---- RECORDS SUPPLIED

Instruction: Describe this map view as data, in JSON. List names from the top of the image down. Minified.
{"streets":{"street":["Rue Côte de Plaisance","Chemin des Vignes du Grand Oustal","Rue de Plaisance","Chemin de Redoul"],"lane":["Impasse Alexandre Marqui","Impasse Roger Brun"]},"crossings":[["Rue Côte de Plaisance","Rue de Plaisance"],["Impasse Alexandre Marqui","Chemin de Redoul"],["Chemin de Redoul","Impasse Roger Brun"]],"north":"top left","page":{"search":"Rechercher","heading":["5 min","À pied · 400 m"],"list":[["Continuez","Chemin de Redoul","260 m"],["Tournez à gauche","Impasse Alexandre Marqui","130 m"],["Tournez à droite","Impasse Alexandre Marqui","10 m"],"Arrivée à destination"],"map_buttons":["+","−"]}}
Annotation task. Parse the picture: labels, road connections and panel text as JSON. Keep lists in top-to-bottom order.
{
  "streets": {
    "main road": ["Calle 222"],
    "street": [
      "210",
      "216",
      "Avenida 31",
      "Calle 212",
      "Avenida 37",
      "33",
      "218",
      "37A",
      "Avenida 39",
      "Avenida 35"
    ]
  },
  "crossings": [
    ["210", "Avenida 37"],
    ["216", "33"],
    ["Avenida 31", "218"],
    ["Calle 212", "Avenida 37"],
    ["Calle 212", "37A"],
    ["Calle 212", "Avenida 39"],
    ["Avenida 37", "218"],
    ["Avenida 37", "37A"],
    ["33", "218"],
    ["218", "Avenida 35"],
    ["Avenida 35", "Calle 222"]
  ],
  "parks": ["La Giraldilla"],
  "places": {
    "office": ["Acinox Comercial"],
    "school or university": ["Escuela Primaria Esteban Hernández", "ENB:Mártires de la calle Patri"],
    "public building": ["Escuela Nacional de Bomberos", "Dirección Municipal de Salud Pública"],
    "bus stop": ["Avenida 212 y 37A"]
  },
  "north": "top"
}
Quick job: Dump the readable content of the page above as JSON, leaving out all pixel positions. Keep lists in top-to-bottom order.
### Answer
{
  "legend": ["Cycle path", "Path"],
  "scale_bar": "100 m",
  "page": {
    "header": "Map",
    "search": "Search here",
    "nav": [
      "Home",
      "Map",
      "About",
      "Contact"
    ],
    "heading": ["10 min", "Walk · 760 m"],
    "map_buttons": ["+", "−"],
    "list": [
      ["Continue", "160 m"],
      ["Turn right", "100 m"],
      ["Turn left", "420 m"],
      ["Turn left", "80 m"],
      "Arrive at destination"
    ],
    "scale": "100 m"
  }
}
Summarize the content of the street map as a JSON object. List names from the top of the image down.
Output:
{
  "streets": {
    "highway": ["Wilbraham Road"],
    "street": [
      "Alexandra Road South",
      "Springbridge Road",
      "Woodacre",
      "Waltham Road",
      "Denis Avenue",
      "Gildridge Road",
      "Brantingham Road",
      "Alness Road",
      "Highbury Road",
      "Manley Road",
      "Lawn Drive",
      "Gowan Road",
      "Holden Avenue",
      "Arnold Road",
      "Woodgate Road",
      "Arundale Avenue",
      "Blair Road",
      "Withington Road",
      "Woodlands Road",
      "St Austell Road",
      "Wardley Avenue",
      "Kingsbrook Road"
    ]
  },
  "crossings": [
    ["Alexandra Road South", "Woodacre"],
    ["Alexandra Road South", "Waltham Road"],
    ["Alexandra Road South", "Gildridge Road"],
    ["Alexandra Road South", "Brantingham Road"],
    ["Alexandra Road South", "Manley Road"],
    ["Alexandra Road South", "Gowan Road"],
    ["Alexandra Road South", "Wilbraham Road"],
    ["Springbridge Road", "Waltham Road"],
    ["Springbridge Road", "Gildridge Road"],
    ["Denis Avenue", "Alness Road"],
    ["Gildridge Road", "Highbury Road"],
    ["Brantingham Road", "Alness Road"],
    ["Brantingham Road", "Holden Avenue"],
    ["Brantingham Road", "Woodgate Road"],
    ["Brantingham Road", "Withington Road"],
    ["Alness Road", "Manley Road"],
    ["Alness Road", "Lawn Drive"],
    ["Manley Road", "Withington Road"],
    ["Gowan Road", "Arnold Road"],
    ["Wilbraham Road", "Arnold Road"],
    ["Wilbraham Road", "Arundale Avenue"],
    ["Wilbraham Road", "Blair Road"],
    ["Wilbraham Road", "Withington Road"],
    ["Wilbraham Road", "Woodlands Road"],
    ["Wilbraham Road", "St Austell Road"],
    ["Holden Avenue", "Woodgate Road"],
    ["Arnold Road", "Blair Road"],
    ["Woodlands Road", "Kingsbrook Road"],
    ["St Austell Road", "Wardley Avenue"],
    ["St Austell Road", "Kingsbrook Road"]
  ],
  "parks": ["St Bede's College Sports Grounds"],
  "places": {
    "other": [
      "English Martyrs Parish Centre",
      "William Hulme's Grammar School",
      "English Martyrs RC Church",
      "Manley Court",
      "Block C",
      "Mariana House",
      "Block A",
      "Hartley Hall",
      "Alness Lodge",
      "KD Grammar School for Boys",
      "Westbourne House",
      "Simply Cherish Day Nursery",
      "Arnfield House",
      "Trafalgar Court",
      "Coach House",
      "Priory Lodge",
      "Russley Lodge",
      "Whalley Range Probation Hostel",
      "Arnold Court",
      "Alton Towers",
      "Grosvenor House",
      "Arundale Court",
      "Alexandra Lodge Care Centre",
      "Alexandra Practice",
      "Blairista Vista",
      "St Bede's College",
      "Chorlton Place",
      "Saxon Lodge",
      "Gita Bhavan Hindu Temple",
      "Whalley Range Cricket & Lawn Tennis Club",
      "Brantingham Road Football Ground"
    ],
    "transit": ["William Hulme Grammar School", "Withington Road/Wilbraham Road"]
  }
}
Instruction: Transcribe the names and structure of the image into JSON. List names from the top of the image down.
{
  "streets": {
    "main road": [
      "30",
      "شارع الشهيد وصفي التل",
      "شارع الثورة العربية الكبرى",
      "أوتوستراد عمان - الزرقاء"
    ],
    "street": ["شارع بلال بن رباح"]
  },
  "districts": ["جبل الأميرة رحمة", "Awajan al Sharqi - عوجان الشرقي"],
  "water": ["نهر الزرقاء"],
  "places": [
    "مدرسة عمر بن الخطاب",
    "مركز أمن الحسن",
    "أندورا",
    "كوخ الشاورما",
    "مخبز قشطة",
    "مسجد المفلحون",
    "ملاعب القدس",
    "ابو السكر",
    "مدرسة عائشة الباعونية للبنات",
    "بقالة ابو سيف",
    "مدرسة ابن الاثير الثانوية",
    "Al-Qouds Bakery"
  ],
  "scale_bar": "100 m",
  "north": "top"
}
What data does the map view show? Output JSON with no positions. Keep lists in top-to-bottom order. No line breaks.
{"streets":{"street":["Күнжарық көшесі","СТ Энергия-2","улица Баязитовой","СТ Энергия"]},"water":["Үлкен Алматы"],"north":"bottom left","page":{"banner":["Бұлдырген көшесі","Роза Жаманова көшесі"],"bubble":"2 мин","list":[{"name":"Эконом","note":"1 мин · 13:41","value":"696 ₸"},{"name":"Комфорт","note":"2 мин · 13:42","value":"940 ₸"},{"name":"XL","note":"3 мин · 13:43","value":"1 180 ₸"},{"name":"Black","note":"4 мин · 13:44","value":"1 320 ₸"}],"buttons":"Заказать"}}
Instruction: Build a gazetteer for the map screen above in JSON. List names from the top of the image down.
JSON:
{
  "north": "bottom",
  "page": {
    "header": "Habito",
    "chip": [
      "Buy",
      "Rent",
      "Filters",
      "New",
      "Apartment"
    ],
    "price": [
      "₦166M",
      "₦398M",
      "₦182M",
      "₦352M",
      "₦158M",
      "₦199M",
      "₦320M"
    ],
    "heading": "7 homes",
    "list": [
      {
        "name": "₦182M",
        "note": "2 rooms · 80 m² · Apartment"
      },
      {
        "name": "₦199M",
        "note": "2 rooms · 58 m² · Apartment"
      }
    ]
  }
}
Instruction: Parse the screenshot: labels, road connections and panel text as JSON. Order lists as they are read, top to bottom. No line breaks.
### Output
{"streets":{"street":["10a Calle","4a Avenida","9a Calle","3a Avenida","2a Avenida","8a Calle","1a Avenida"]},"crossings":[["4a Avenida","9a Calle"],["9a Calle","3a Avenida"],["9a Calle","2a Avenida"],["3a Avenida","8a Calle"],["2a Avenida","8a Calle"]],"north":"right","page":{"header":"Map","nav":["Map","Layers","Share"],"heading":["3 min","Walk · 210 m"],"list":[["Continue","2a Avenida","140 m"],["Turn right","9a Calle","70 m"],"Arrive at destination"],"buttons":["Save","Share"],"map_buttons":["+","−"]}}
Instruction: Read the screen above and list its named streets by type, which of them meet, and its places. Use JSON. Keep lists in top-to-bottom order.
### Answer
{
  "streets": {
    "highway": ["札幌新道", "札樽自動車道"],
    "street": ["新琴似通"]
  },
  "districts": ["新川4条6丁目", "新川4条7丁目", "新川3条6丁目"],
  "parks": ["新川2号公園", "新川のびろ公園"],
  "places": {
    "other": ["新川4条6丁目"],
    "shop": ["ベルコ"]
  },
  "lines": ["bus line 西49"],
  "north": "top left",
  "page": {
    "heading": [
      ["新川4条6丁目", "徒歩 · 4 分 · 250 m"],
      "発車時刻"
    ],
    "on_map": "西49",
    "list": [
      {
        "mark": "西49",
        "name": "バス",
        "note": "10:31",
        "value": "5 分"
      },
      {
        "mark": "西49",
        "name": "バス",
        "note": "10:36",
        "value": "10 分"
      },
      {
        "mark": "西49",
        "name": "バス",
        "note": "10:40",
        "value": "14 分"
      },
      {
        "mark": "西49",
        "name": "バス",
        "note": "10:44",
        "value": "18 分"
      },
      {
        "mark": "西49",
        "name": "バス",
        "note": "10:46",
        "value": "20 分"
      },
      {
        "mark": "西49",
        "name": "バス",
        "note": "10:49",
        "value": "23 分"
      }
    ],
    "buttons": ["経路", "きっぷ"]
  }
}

--------

YOUR INSTRUCTIONS → Look through the data above and return exactly the lines from the one that contains "What data does" to the one that contains "Instruction: Parse the", inclusive, with nothing else.

RESPONSE AREA →
What data does the map view show? Output JSON with no positions. Keep lists in top-to-bottom order. No line breaks.
{"streets":{"street":["Күнжарық көшесі","СТ Энергия-2","улица Баязитовой","СТ Энергия"]},"water":["Үлкен Алматы"],"north":"bottom left","page":{"banner":["Бұлдырген көшесі","Роза Жаманова көшесі"],"bubble":"2 мин","list":[{"name":"Эконом","note":"1 мин · 13:41","value":"696 ₸"},{"name":"Комфорт","note":"2 мин · 13:42","value":"940 ₸"},{"name":"XL","note":"3 мин · 13:43","value":"1 180 ₸"},{"name":"Black","note":"4 мин · 13:44","value":"1 320 ₸"}],"buttons":"Заказать"}}
Instruction: Build a gazetteer for the map screen above in JSON. List names from the top of the image down.
JSON:
{
  "north": "bottom",
  "page": {
    "header": "Habito",
    "chip": [
      "Buy",
      "Rent",
      "Filters",
      "New",
      "Apartment"
    ],
    "price": [
      "₦166M",
      "₦398M",
      "₦182M",
      "₦352M",
      "₦158M",
      "₦199M",
      "₦320M"
    ],
    "heading": "7 homes",
    "list": [
      {
        "name": "₦182M",
        "note": "2 rooms · 80 m² · Apartment"
      },
      {
        "name": "₦199M",
        "note": "2 rooms · 58 m² · Apartment"
      }
    ]
  }
}
Instruction: Parse the screenshot: labels, road connections and panel text as JSON. Order lists as they are read, top to bottom. No line breaks.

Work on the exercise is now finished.